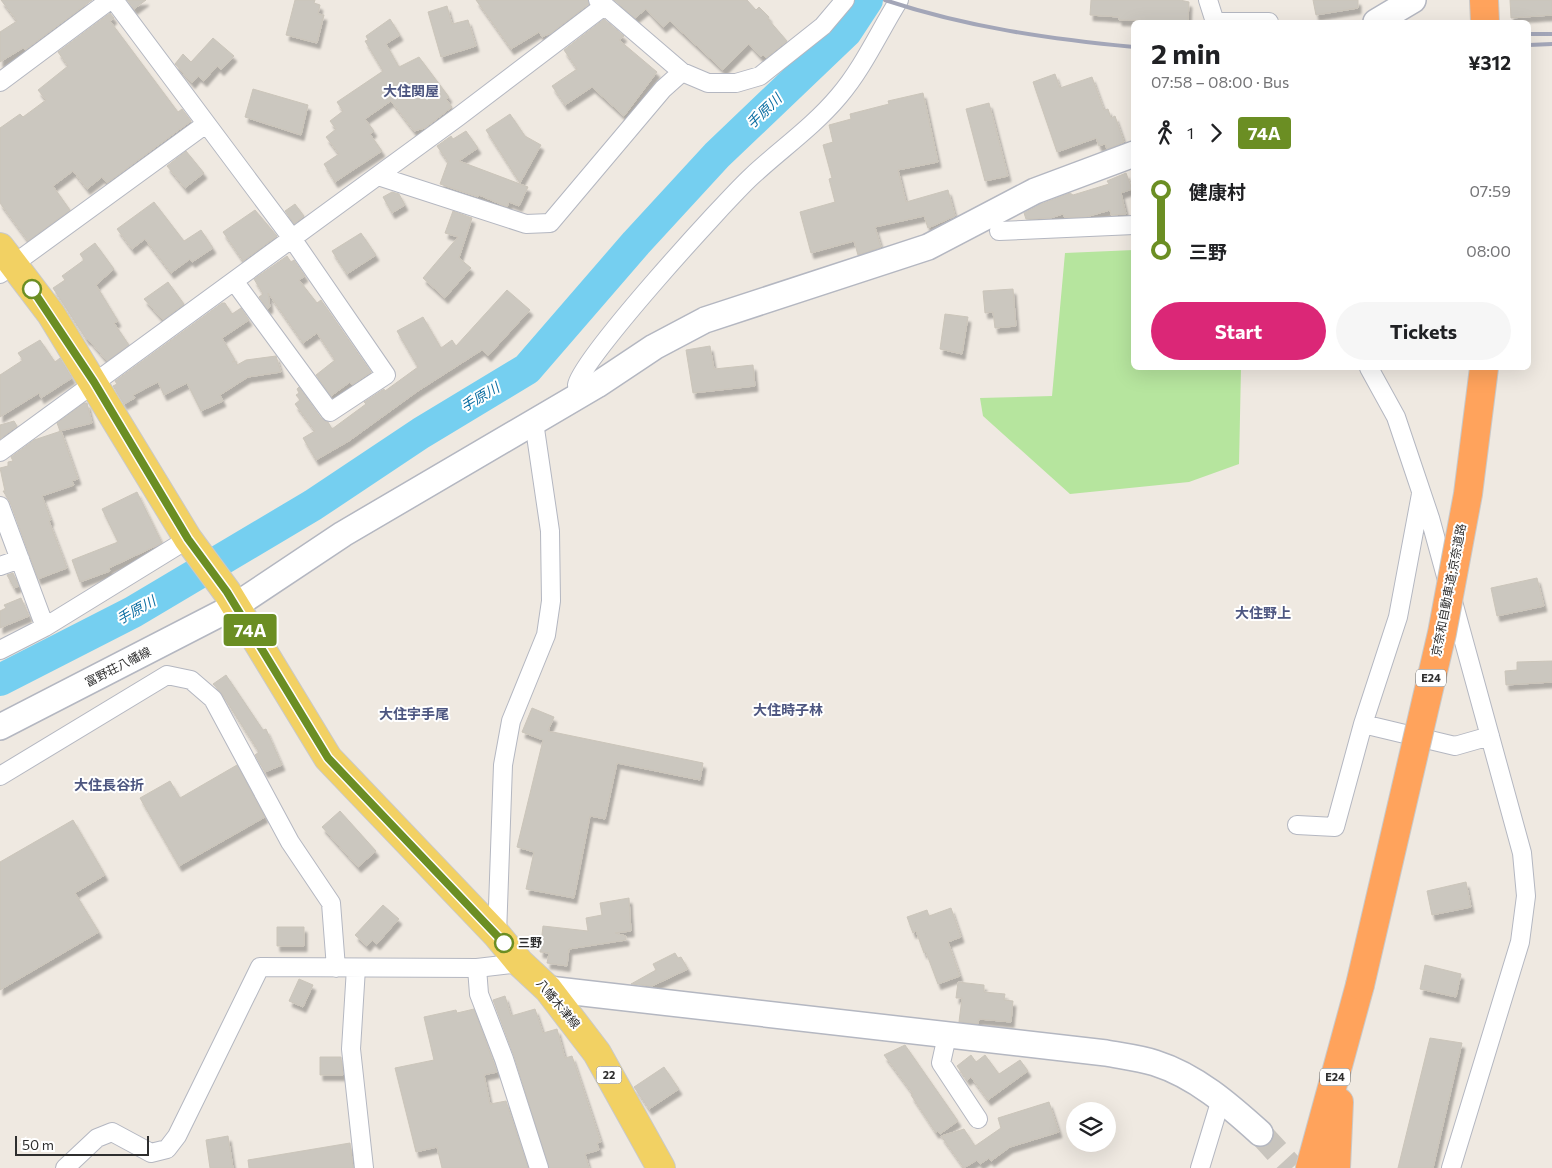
<!DOCTYPE html>
<meta charset="utf-8">
<style>
:root{--surface:#fff;--page:#f6f6f6;--text:#202124;--muted:#757577;--accent:#db2777}
body{margin:0;font-family:Commissioner,"Noto Sans JP",sans-serif;background:var(--page);color:var(--text);height:100vh;display:flex;flex-direction:column;font-size:19px;white-space:nowrap}
*{box-sizing:border-box;margin:0}
p{font-size:16px;color:var(--muted)}
.icon{flex:none;width:28px;height:28px;fill:none;stroke:currentColor;stroke-width:2;stroke-linecap:round;stroke-linejoin:round}
.map{position:relative;flex:1;overflow:hidden}
.side{position:absolute;left:1131px;top:20px;width:400px;height:350px;display:flex;flex-direction:column;background:var(--surface);border-radius:8px;box-shadow:0 5px 20px #0002}
.side>*{flex:none}
.badge{padding:0 10px;border-radius:4px;font-size:18px;line-height:32px}
.fabs{position:absolute;left:1066px;top:1102px;display:grid;gap:10px}
.fabs a{display:grid;place-items:center;width:50px;height:50px;border-radius:50%;background:var(--surface);box-shadow:0 5px 20px #0002;font-size:25px}
.scale{position:absolute;left:15px;bottom:12px;width:134px;box-sizing:border-box;padding-left:5px;border:2px solid #2e2e2e;border-top:0;font-size:14px;line-height:18px;white-space:nowrap;color:#2e2e2e;-webkit-text-stroke:4px #fff;paint-order:stroke}
.map>.badge{position:absolute;translate:-50% -50%;box-shadow:0 0 0 2px #fff}
.legs{display:flex;align-items:center;gap:8px;height:55px;padding:0 20px;font-size:16px}
.legs p{margin-inline-start:auto}
.headline{display:flex;align-items:center;justify-content:space-between;height:85px;padding:0 20px}
h1{font-size:28px;font-weight:700;line-height:38px}
.primary-button{display:flex;gap:10px;margin-top:auto;padding:10px 20px}
.primary-button a{flex:1;height:58px;border-radius:30px;background:var(--accent);color:#fff;font-size:20px;font-weight:700;line-height:58px;text-align:center}
.primary-button a+a{background:var(--page);color:var(--text)}
ul{padding:0 20px;list-style:none}
li{display:flex;align-items:center;gap:18px;height:60px;font-size:19px}
li i{display:grid;place-items:center;width:8px;height:100%;margin:0 6px;background:currentColor}
li i::after{content:'';width:12px;height:12px;margin:-6px;border:4px solid;border-radius:50%;background:var(--surface)}
li p{margin-inline-start:auto}
li:first-child i{background:linear-gradient(#0000 50%,currentColor 0)}
li:last-child i{background:linear-gradient(currentColor 50%,#0000 0)}
.map>svg:first-child{display:block}
.green{fill:#b6e59e}
.lines{fill:none;stroke-linecap:round;stroke-linejoin:round}
.river{stroke:#75cff0;stroke-width:32}
.building{fill:#cbc7bf;stroke:#cbc5ba;filter:url(#shadow)}
.secondary-tunnel{stroke:#c8c4bd;stroke-width:25;stroke-dasharray:25 12;stroke-linecap:butt}
.street-casing{stroke:#b4b7c1;stroke-width:20}
.secondary-casing{stroke:#b4b7c1;stroke-width:28}
.primary-casing{stroke:#c9c9c9;stroke-width:30}
.highway-casing{stroke:#c9c9c9;stroke-width:30}
.street{stroke:#fff;stroke-width:18}
.secondary{stroke:#fff;stroke-width:25}
.primary{stroke:#f2d163;stroke-width:28}
.highway{stroke:#ffa35c;stroke-width:28}
.rail{stroke:#a3a6b8;stroke-width:4}
.highway-bridge-casing{stroke:#c9c9c9;stroke-width:30;stroke-linecap:butt}
.highway-bridge{stroke:#ffa35c;stroke-width:28}
.line-1-casing{stroke:#fff;stroke-width:11}
.line-1{stroke:#6b8e23;stroke-width:8}
.stop-1-dot{fill:#fff;stroke:#6b8e23;stroke-width:2.5}
.labels{text-anchor:middle;stroke-width:4;stroke-linejoin:round;paint-order:stroke}
.shield{fill:#fff;stroke:#6d6d6d;stroke-width:1}
.shield-label{font-size:11px;font-weight:bold;fill:#2e2e2e}
.street-label{font-size:12px;fill:#2e2e2e;stroke:#fff}
.stop-label{font-size:12px;font-weight:bold;fill:#2e2e2e;stroke:#fff;text-anchor:start}
.neighbourhood-label{font-size:14px;font-weight:bold;fill:#4d5680;stroke:#fff}
.water-label{font-size:14px;font-style:italic;fill:#0d6fa3;stroke:#fff}
</style>
<div class="map">
<svg width="1552" height="1168" viewBox="0 0 1552 1168">
<defs>
<filter id="shadow"><feDropShadow dx="3" dy="5.5" stdDeviation="1" flood-color="#0004"/></filter>
</defs>
<rect width="100%" height="100%" fill="#efe9e1"/>
<path class="green" d="M 1134,250 L 1134,368 L 1241,368 L 1239,464 L 1189,482 L 1070,494 L 983,416 L 980,398 L 1052,396 L 1065,253 Z"/>
<g class="lines">
<path class="river" d="M 0,680 L 133,612 L 313,505 L 421,433 L 527,369 L 636,243 L 717,155 L 846,32 L 867,0"/>
</g>
<path class="building" d="M 1,0 L 92,0 L 25,50 L 23,48 L 0,62 L 0,32 L 17,21 Z
M 127,0 L 146,0 L 134,9 Z
M 295,0 L 315,0 L 314,3 L 320,5 L 318,14 L 324,15 L 317,43 L 286,35 Z
M 476,0 L 588,0 L 589,4 L 551,33 L 542,37 L 539,32 L 511,49 Z
M 614,0 L 747,0 L 756,10 L 759,7 L 769,17 L 768,19 L 787,41 L 766,58 L 763,55 L 761,57 L 749,44 L 723,70 L 670,21 L 663,27 L 646,9 L 635,18 Z
M 1091,0 L 1180,0 L 1189,2 L 1188,22 L 1119,20 L 1119,17 L 1090,15 Z
M 1313,0 L 1358,0 L 1358,8 L 1316,15 Z
M 1510,0 L 1552,0 L 1552,15 L 1511,18 Z
M 447,6 L 452,24 L 468,20 L 476,46 L 441,57 L 428,12 Z
M 110,13 L 114,18 L 110,21 L 178,112 L 182,109 L 191,121 L 107,183 L 102,177 L 87,189 L 73,171 L 53,186 L 70,210 L 28,241 L 0,203 L 0,128 L 20,114 L 23,117 L 46,100 L 38,90 L 68,66 L 58,52 Z
M 390,19 L 400,35 L 386,44 L 399,67 L 419,57 L 449,97 L 446,99 L 452,107 L 425,128 L 414,131 L 391,101 L 365,119 L 374,131 L 370,134 L 382,151 L 335,182 L 324,164 L 339,154 L 326,137 L 336,129 L 330,121 L 343,111 L 337,102 L 383,71 L 365,41 L 368,40 L 366,36 Z
M 604,19 L 624,36 L 619,40 L 657,72 L 624,116 L 592,87 L 565,105 L 552,86 L 577,69 L 564,50 Z
M 213,38 L 234,56 L 221,70 L 217,66 L 204,81 L 198,76 L 192,83 L 175,64 L 183,54 L 191,62 Z
M 1055,74 L 1060,88 L 1092,77 L 1104,110 L 1108,109 L 1111,118 L 1115,116 L 1124,142 L 1107,149 L 1105,144 L 1099,146 L 1096,138 L 1057,152 L 1033,82 Z
M 253,89 L 308,105 L 301,135 L 245,117 Z
M 923,93 L 938,162 L 898,170 L 906,202 L 948,190 L 955,216 L 928,228 L 924,216 L 875,227 L 881,247 L 858,255 L 854,241 L 811,253 L 800,212 L 835,202 L 829,179 L 832,178 L 823,145 L 833,142 L 829,125 L 851,119 L 850,114 L 889,104 L 888,101 Z
M 989,103 L 1008,176 L 985,181 L 966,109 Z
M 510,114 L 525,136 L 541,145 L 520,183 L 486,130 Z
M 466,131 L 478,148 L 459,161 L 528,187 L 519,206 L 509,202 L 507,207 L 479,195 L 478,197 L 440,184 L 448,162 L 437,146 L 451,136 L 453,139 Z
M 186,151 L 204,173 L 185,188 L 167,166 Z
M 1126,173 L 1132,189 L 1121,193 L 1126,214 L 1111,215 L 1110,210 L 1086,217 L 1064,217 L 1063,214 L 1051,218 L 1026,219 L 1024,213 L 1041,204 L 1070,193 L 1073,195 L 1109,184 L 1107,181 Z
M 392,192 L 399,194 L 405,205 L 392,213 L 383,197 Z
M 154,202 L 184,241 L 201,230 L 213,248 L 192,262 L 190,259 L 171,273 L 145,239 L 132,249 L 117,229 Z
M 295,204 L 304,216 L 294,224 L 285,211 Z
M 255,210 L 277,236 L 243,261 L 223,232 Z
M 453,211 L 472,218 L 459,258 L 471,268 L 445,298 L 423,278 L 458,237 L 445,233 Z
M 361,233 L 376,255 L 347,274 L 332,251 Z
M 95,243 L 114,269 L 96,285 L 118,321 L 114,323 L 129,345 L 107,361 L 88,339 L 87,340 L 53,288 L 65,280 L 62,276 L 84,260 L 80,254 Z
M 287,256 L 291,262 L 294,260 L 305,276 L 299,280 L 317,303 L 321,300 L 371,372 L 352,385 L 350,382 L 331,396 L 316,375 L 335,360 L 317,333 L 303,343 L 268,293 L 270,307 L 267,309 L 259,297 L 263,294 L 254,279 Z
M 168,282 L 184,304 L 163,320 L 144,299 Z
M 1013,289 L 1016,326 L 995,328 L 993,312 L 985,313 L 983,291 Z
M 507,290 L 530,310 L 488,356 L 482,350 L 418,391 L 349,441 L 316,460 L 303,438 L 315,431 L 295,404 L 300,400 L 296,395 L 299,393 L 297,389 L 299,387 L 321,418 L 328,422 L 332,429 L 366,404 L 364,402 L 384,389 L 385,391 L 418,367 L 397,331 L 423,317 L 441,348 L 452,340 L 456,346 Z
M 222,303 L 225,303 L 232,314 L 241,308 L 249,320 L 222,338 L 235,360 L 232,362 L 236,361 L 237,365 L 246,360 L 276,356 L 281,372 L 248,377 L 220,395 L 223,401 L 201,411 L 187,383 L 164,395 L 158,382 L 133,395 L 135,398 L 124,404 L 113,386 L 117,384 L 115,381 Z
M 945,314 L 968,317 L 962,354 L 940,349 Z
M 40,340 L 55,362 L 60,358 L 72,378 L 41,398 L 39,393 L 0,417 L 0,375 L 23,360 L 18,353 Z
M 710,346 L 714,369 L 753,365 L 755,386 L 693,393 L 686,350 Z
M 84,403 L 87,403 L 92,423 L 60,431 L 57,423 Z
M 14,421 L 17,426 L 0,439 L 0,425 Z
M 61,431 L 78,479 L 72,481 L 74,485 L 42,496 L 51,520 L 49,521 L 67,568 L 38,579 L 10,502 L 3,491 L 5,491 L 0,468 L 8,466 L 8,462 L 13,461 L 11,457 L 34,440 Z
M 137,492 L 162,543 L 109,568 L 110,571 L 80,582 L 72,560 L 118,542 L 102,509 Z
M 13,573 L 19,586 L 14,588 L 7,575 Z
M 1537,578 L 1544,606 L 1497,616 L 1491,588 Z
M 21,598 L 29,616 L 0,628 L 0,611 L 6,608 L 4,605 Z
M 1552,661 L 1552,682 L 1506,685 L 1505,671 L 1517,670 L 1517,662 Z
M 226,675 L 263,730 L 266,729 L 282,765 L 265,772 L 255,755 L 259,752 L 222,694 L 213,684 Z
M 532,708 L 554,717 L 548,731 L 703,763 L 700,780 L 617,763 L 605,819 L 590,816 L 574,898 L 526,889 L 534,852 L 517,847 L 543,740 L 522,732 Z
M 237,765 L 265,817 L 179,866 L 140,798 L 170,781 L 180,798 Z
M 340,811 L 376,851 L 358,867 L 322,827 Z
M 73,820 L 105,875 L 75,893 L 99,932 L 0,990 L 0,862 Z
M 1466,882 L 1471,907 L 1432,915 L 1427,891 Z
M 629,898 L 631,931 L 615,933 L 626,936 L 626,940 L 569,949 L 567,966 L 547,963 L 549,953 L 540,952 L 543,926 L 588,931 L 586,918 L 602,915 L 600,903 Z
M 383,905 L 399,919 L 377,944 L 372,940 L 367,946 L 355,935 Z
M 951,908 L 961,937 L 948,942 L 960,976 L 938,984 L 926,952 L 924,953 L 916,931 L 913,933 L 907,917 L 927,910 L 929,916 Z
M 277,927 L 304,927 L 304,946 L 277,946 Z
M 675,953 L 678,958 L 681,957 L 688,969 L 652,986 L 631,984 L 656,970 L 653,964 Z
M 1425,965 L 1461,974 L 1456,997 L 1420,989 Z
M 299,979 L 313,985 L 303,1007 L 289,1001 Z
M 958,982 L 984,985 L 984,992 L 1005,994 L 1004,1000 L 1013,1001 L 1011,1022 L 979,1019 L 978,1024 L 959,1022 L 962,998 L 956,998 Z
M 505,996 L 511,1016 L 535,1009 L 543,1033 L 557,1029 L 565,1058 L 572,1056 L 601,1142 L 597,1143 L 599,1150 L 585,1154 L 589,1168 L 549,1168 L 514,1056 L 493,1000 Z
M 474,1009 L 497,1072 L 484,1075 L 490,1104 L 506,1101 L 528,1168 L 442,1168 L 437,1147 L 416,1152 L 395,1068 L 434,1060 L 424,1017 L 456,1010 L 457,1013 Z
M 1430,1038 L 1462,1043 L 1433,1168 L 1398,1168 Z
M 905,1045 L 958,1121 L 940,1134 L 938,1131 L 936,1133 L 911,1095 L 913,1094 L 884,1055 Z
M 971,1055 L 976,1062 L 985,1055 L 999,1074 L 1020,1060 L 1028,1071 L 988,1100 L 971,1077 L 967,1080 L 957,1066 Z
M 320,1057 L 341,1057 L 343,1075 L 320,1075 Z
M 664,1067 L 679,1089 L 649,1109 L 634,1087 Z
M 1049,1102 L 1059,1132 L 1010,1147 L 991,1161 L 989,1158 L 980,1164 L 977,1160 L 964,1168 L 941,1136 L 964,1129 L 975,1146 L 1001,1128 L 998,1118 Z
M 228,1136 L 233,1168 L 210,1168 L 206,1140 Z
M 350,1143 L 353,1168 L 249,1168 L 248,1160 Z"/>
<g class="lines">
<path class="secondary-tunnel" d="M 1260,1133 L 1292,1168"/>
<g class="street-casing">
<path id="street" d="M 114,0 L 291,237 L 386,375 L 330,412 L 234,281
M 598,0 L 682,72 L 708,83 L 736,83 L 760,76 L 823,26 L 845,0
M 1208,0 L 1215,22 L 1269,22
M 0,82 L 110,0
M 378,176 L 526,224 L 550,223 L 663,89 L 682,72
M 999,231 L 1134,225
M 0,274 L 206,124
M 1369,368 L 1396,417 L 1430,518 L 1522,853 L 1526,896 L 1520,942 L 1451,1168
M 579,396 C 579,393 577,388 577,385 C 581,359 726,200 752,176 C 781,149 813,127 839,96 C 863,68 879,32 899,0
M 0,452 L 458,117 L 604,6
M 0,506 L 45,627
M 0,566 L 20,559
M 0,650 L 45,627 L 188,539
M 1363,724 L 1455,746 L 1490,736
M 0,776 L 167,675 L 191,680 L 213,699 L 290,842 L 331,903 L 336,968
M 1297,825 L 1335,827 L 1363,724 L 1398,617 L 1421,494
M 497,935 L 503,765 L 511,721 L 546,635 L 551,601 L 550,531 L 534,422
M 356,968 L 351,1049 L 364,1168
M 477,968 L 479,994 L 504,1059 L 539,1168
M 947,1036 L 941,1063 L 978,1119
M 65,1168 L 97,1138 L 112,1132 L 151,1153 L 167,1149 L 177,1136 L 260,967 L 477,968 L 520,963
M 1200,1168 L 1221,1099"/>
</g>
<g class="secondary-casing">
<path id="secondary" d="M 1376,22 L 1413,0
M 0,727 L 235,606 L 343,534 L 597,385 L 654,347 L 705,320 L 928,247 L 1035,191 L 1134,154
M 548,989 L 1106,1053 C 1122,1056 1140,1058 1155,1063 C 1196,1076 1229,1105 1260,1133"/>
</g>
<g class="primary-casing">
<path id="primary" d="M 0,247 L 51,314 L 188,539 L 227,592 L 328,758 L 497,935 L 520,963 L 548,989 L 597,1053 L 661,1168"/>
</g>
<g class="highway-casing">
<path id="highway" d="M 1484,0 L 1485,22
M 1310,1168 L 1360,985
M 1336,1168 L 1339,1102"/>
</g>
<use href="#street" class="street"/>
<use href="#secondary" class="secondary"/>
<use href="#primary" class="primary"/>
<use href="#highway" class="highway"/>
<path class="rail" d="M 885,0 C 966,27 1049,39 1134,47
M 1529,34 L 1552,34
M 1529,45 L 1552,44"/>
<g class="highway-bridge-casing">
<path id="highway-bridge" d="M 1360,985 L 1442,633 L 1468,494 L 1484,368"/>
</g>
<use href="#highway-bridge" class="highway-bridge"/>
</g>
<g class="lines">
<g class="line-1-casing">
<path id="line-1" d="M 32,289 L 94,382 L 188,539 L 227,592 L 328,758 L 504,943"/>
</g>
<use href="#line-1" class="line-1"/>
</g>
<g class="stop-1-dot">
<circle cx="32" cy="289" r="9"/>
<circle cx="504" cy="943" r="9"/>
</g>
<g class="labels">
<g class="shield">
<rect x="1416" y="669.5" width="30" height="17" rx="4"/>
<rect x="596.5" y="1066.5" width="25" height="17" rx="4"/>
<rect x="1320" y="1068.5" width="30" height="17" rx="4"/>
</g>
<g class="shield-label">
<text x="1431" y="682">E24</text>
<text x="609" y="1079">22</text>
<text x="1335" y="1081">E24</text>
</g>
<g class="street-label">
<text transform="translate(1449 590) rotate(-79)" y="4">京奈和自動車道;京奈道路</text>
<text transform="translate(118 667) rotate(-27)" y="4">富野荘八幡線</text>
<text transform="translate(558 1004) rotate(50)" y="4">八幡木津線</text>
</g>
<g class="stop-label">
<text x="518" y="947">三野</text>
</g>
<g class="neighbourhood-label">
<text x="411" y="96">大住関屋</text>
<text x="1263" y="618">大住野上</text>
<text x="788" y="715">大住時子林</text>
<text x="414" y="719">大住宇手尾</text>
<text x="109" y="790">大住長谷折</text>
</g>
<g class="water-label">
<text transform="translate(764 111) rotate(-44)" y="5">手原川</text>
<text transform="translate(480 397) rotate(-31)" y="5">手原川</text>
<text transform="translate(136 610) rotate(-29)" y="5">手原川</text>
</g>
</g>
</svg>
<div class="fabs">
<a><svg class="icon" aria-label="layers" viewBox="0 0 24 24"><path d="M12 4l9 5-9 5-9-5zM3 14l9 5 9-5"/></svg></a>
</div>
<div class="scale">50 m</div>
<b class="badge" style="left:250px;top:630px;background:#6b8e23;color:#fff">74A</b>
<section class="side">
<div class="headline"><div><h1>2 min</h1><p>07:58 – 08:00 · Bus</p></div><b>¥312</b></div>
<div class="legs"><svg class="icon" aria-label="walk" viewBox="0 0 24 24"><circle cx="13" cy="4" r="2"/><path d="M13 8l-2 6 4 7M11 14l-3 7M7 12l3-4h3l4 4"/></svg>1<svg class="icon" aria-label="forward" viewBox="0 0 24 24"><path d="M9 5l7 7-7 7"/></svg><b class="badge" style="background:#6b8e23;color:#fff">74A</b></div>
<ul>
<li><i style="color:#6b8e23"></i><b>健康村</b><p>07:59</p></li>
<li><i style="color:#6b8e23"></i><b>三野</b><p>08:00</p></li>
</ul>
<div class="primary-button"><a>Start</a><a>Tickets</a></div>
</section>
</div>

# # # # #

**Task details:** Find the string "badge" in the material above. Then copy each line that has it.

**Answer to this task:**
.badge{padding:0 10px;border-radius:4px;font-size:18px;line-height:32px}
.map>.badge{position:absolute;translate:-50% -50%;box-shadow:0 0 0 2px #fff}
<b class="badge" style="left:250px;top:630px;background:#6b8e23;color:#fff">74A</b>
<div class="legs"><svg class="icon" aria-label="walk" viewBox="0 0 24 24"><circle cx="13" cy="4" r="2"/><path d="M13 8l-2 6 4 7M11 14l-3 7M7 12l3-4h3l4 4"/></svg>1<svg class="icon" aria-label="forward" viewBox="0 0 24 24"><path d="M9 5l7 7-7 7"/></svg><b class="badge" style="background:#6b8e23;color:#fff">74A</b></div>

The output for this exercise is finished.